# EXERCISE PROMPT
In the records below, find each line containing the word "function" and copy it.

Stored data
::::
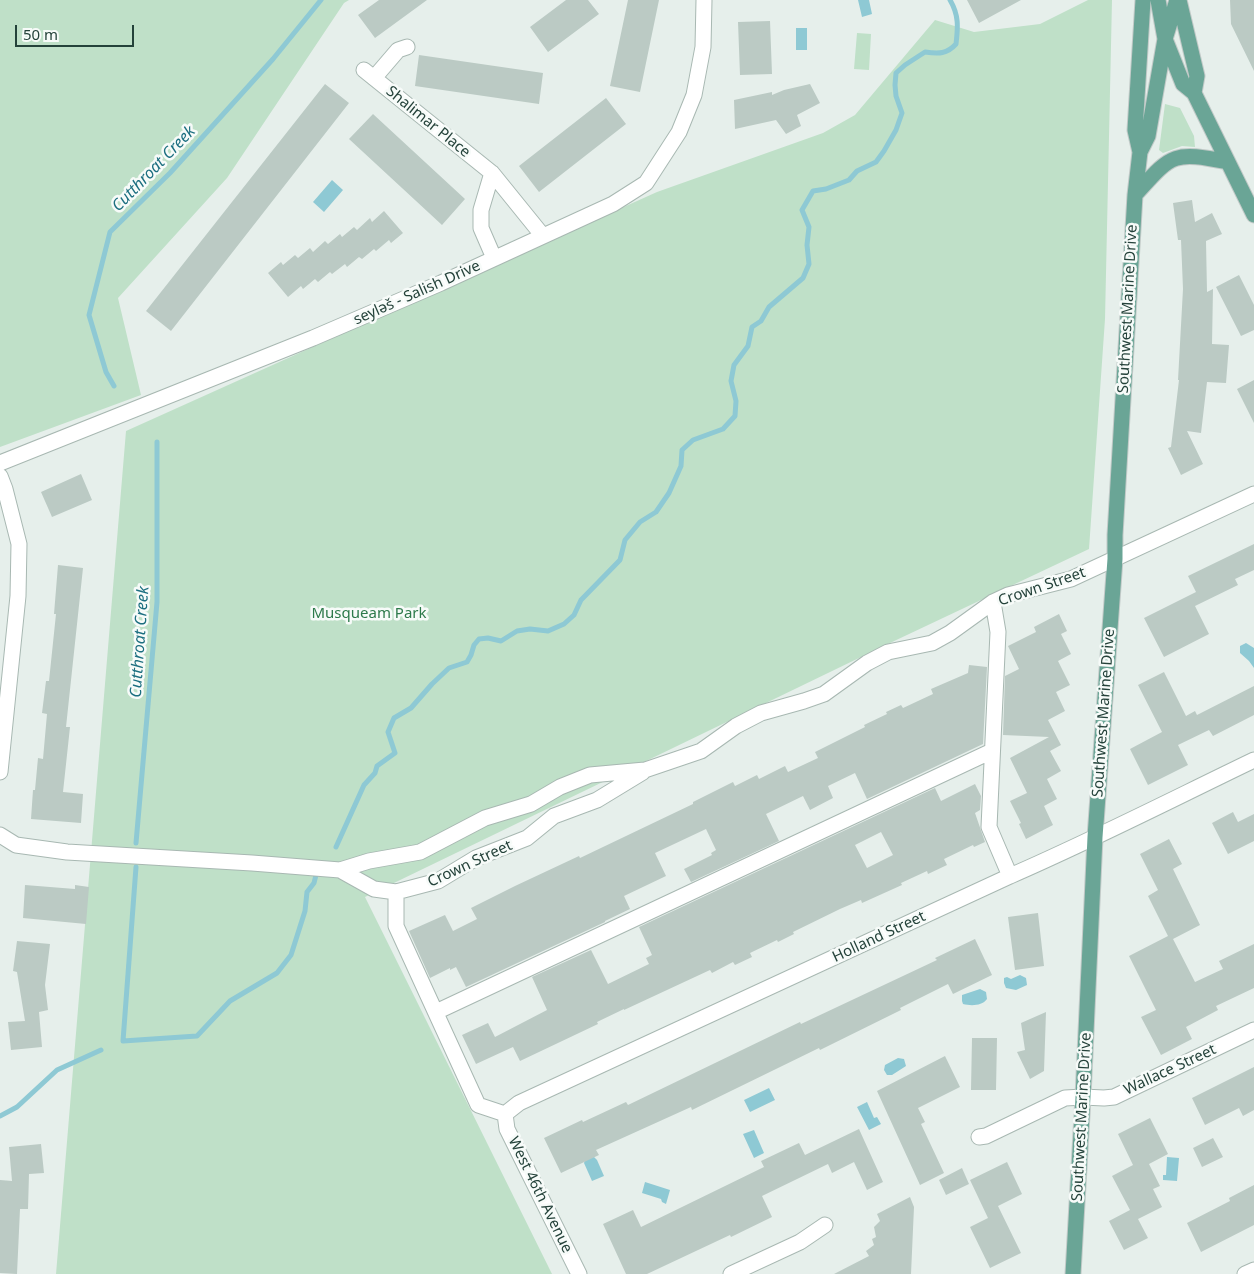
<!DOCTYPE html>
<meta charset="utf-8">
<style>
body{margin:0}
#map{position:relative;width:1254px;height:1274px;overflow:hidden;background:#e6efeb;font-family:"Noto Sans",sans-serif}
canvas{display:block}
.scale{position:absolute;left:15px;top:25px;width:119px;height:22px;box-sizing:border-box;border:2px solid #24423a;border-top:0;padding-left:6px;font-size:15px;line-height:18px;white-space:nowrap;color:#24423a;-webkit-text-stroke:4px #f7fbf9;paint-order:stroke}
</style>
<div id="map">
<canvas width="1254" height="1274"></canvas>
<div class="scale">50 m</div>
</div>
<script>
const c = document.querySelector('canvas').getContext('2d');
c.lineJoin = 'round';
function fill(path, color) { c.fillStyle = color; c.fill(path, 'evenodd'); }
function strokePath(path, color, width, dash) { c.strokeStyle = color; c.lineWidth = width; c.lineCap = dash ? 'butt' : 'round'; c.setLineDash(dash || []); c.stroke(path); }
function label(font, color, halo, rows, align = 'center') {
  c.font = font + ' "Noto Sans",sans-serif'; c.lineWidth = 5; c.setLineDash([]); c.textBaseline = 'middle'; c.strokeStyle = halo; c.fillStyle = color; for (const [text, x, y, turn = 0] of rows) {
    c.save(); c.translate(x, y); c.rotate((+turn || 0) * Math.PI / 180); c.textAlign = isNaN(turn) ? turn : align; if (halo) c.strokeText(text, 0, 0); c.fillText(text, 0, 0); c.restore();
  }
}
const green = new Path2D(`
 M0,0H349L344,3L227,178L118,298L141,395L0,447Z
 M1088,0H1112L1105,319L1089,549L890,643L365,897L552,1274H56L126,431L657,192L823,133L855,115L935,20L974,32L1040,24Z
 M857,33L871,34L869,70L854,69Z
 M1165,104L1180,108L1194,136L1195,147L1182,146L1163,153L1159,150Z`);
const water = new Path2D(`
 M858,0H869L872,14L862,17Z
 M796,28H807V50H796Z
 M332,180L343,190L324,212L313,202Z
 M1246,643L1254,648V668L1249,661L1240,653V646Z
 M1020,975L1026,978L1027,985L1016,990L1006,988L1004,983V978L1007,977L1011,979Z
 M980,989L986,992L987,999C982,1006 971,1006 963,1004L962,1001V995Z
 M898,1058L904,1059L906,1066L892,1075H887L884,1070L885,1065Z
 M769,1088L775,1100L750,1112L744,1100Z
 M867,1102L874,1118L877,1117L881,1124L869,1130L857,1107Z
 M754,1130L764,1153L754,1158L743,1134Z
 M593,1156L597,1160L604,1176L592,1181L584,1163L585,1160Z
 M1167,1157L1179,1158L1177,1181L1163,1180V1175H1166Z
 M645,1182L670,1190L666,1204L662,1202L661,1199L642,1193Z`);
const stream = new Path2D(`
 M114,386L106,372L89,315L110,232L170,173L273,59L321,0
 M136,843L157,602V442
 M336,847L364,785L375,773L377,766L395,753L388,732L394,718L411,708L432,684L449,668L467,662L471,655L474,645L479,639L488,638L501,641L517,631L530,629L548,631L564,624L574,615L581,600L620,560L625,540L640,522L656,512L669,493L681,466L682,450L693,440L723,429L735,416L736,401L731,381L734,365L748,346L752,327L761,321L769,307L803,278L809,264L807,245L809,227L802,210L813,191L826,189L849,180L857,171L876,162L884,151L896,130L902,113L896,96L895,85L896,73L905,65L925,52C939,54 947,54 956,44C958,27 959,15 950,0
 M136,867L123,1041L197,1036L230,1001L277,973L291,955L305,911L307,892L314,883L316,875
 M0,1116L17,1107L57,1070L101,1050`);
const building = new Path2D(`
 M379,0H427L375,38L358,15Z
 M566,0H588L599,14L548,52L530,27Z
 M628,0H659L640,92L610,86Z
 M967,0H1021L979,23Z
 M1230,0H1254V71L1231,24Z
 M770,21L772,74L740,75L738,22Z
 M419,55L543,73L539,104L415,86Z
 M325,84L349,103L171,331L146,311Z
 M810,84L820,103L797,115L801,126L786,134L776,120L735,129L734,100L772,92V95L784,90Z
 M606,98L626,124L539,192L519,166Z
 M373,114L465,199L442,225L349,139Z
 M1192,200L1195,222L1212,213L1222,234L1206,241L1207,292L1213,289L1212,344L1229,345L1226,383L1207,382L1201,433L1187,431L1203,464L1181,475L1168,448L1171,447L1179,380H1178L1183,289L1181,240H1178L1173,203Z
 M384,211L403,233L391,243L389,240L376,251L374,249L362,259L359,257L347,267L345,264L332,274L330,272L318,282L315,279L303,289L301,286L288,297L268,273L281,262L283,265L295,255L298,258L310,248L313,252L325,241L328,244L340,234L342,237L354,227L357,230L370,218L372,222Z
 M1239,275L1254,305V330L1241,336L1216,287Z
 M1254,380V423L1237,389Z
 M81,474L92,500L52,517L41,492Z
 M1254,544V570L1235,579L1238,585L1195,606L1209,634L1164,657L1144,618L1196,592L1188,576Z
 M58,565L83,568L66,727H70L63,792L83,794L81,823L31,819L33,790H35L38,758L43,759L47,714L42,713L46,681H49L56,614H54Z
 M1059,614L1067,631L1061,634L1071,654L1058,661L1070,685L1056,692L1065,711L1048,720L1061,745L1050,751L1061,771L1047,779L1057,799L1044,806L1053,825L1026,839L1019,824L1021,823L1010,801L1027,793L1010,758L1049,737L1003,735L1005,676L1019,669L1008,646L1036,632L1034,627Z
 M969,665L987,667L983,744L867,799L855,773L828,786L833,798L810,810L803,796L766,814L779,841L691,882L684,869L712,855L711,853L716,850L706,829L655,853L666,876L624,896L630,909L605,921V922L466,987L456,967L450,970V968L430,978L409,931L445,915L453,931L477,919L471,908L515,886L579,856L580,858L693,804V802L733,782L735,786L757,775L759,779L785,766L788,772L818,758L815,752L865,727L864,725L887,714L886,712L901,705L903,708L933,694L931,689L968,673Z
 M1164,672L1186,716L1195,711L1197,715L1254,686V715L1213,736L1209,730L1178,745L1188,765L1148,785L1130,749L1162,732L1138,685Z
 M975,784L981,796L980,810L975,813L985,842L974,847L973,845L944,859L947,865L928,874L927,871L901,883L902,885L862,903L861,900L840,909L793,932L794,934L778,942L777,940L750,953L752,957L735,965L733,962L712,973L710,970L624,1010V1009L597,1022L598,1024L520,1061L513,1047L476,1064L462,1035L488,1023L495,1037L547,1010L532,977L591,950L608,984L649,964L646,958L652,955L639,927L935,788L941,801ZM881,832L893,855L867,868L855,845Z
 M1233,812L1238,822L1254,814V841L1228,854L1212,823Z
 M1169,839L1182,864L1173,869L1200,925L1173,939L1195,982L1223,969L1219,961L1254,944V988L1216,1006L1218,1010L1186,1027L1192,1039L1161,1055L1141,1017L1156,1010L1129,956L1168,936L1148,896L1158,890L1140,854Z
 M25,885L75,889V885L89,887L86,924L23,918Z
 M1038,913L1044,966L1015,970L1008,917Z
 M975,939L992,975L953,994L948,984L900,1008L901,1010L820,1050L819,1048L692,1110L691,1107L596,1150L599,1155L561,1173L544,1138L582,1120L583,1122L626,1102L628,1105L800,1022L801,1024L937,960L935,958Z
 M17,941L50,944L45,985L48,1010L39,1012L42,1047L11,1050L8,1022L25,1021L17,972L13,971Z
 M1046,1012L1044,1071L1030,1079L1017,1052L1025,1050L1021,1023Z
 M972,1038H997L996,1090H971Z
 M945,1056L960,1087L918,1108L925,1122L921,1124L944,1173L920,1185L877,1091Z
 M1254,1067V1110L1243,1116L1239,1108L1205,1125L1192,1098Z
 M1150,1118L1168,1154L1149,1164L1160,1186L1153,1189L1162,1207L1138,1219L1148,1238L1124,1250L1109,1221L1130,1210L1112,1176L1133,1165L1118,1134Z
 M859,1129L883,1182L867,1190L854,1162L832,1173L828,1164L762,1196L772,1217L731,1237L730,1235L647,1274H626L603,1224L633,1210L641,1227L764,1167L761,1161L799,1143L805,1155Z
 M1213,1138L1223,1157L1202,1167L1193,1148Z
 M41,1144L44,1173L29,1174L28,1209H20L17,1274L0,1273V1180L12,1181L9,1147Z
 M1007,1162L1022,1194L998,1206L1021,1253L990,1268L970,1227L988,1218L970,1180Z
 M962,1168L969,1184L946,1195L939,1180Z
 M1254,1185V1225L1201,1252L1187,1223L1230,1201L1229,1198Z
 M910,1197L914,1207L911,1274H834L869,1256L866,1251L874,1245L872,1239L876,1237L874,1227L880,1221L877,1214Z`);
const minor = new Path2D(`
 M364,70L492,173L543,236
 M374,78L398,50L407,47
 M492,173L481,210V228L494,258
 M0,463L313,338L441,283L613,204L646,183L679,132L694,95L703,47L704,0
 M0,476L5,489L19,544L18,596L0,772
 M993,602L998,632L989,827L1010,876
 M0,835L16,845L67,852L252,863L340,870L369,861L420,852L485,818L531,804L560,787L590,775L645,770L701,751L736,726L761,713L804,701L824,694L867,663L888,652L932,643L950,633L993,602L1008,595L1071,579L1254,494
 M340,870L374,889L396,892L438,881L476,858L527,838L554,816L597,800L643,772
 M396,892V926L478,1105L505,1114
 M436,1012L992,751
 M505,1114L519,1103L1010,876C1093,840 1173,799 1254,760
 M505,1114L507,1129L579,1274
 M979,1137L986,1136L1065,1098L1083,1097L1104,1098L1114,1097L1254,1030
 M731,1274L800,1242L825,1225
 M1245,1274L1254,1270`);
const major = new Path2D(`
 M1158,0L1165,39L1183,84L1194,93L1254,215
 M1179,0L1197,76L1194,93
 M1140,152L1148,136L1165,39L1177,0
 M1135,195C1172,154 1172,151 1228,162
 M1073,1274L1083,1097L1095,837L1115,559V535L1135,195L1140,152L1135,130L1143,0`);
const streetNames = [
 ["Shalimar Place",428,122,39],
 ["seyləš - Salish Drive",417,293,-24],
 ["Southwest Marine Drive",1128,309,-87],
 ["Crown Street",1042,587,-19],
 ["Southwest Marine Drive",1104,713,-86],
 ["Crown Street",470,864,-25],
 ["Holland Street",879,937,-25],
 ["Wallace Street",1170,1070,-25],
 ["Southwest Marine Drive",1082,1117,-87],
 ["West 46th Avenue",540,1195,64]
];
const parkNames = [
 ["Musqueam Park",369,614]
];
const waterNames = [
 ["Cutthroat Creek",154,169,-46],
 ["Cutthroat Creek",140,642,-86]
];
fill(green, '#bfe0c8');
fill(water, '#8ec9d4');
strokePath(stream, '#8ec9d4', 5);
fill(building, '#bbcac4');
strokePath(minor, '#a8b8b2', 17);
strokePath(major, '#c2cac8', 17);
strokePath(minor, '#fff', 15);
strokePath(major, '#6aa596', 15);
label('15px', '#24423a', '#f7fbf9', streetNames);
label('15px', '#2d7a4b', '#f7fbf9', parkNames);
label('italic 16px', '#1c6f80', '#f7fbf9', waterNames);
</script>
::::
# SOLUTION
function fill(path, color) { c.fillStyle = color; c.fill(path, 'evenodd'); }
function strokePath(path, color, width, dash) { c.strokeStyle = color; c.lineWidth = width; c.lineCap = dash ? 'butt' : 'round'; c.setLineDash(dash || []); c.stroke(path); }
function label(font, color, halo, rows, align = 'center') {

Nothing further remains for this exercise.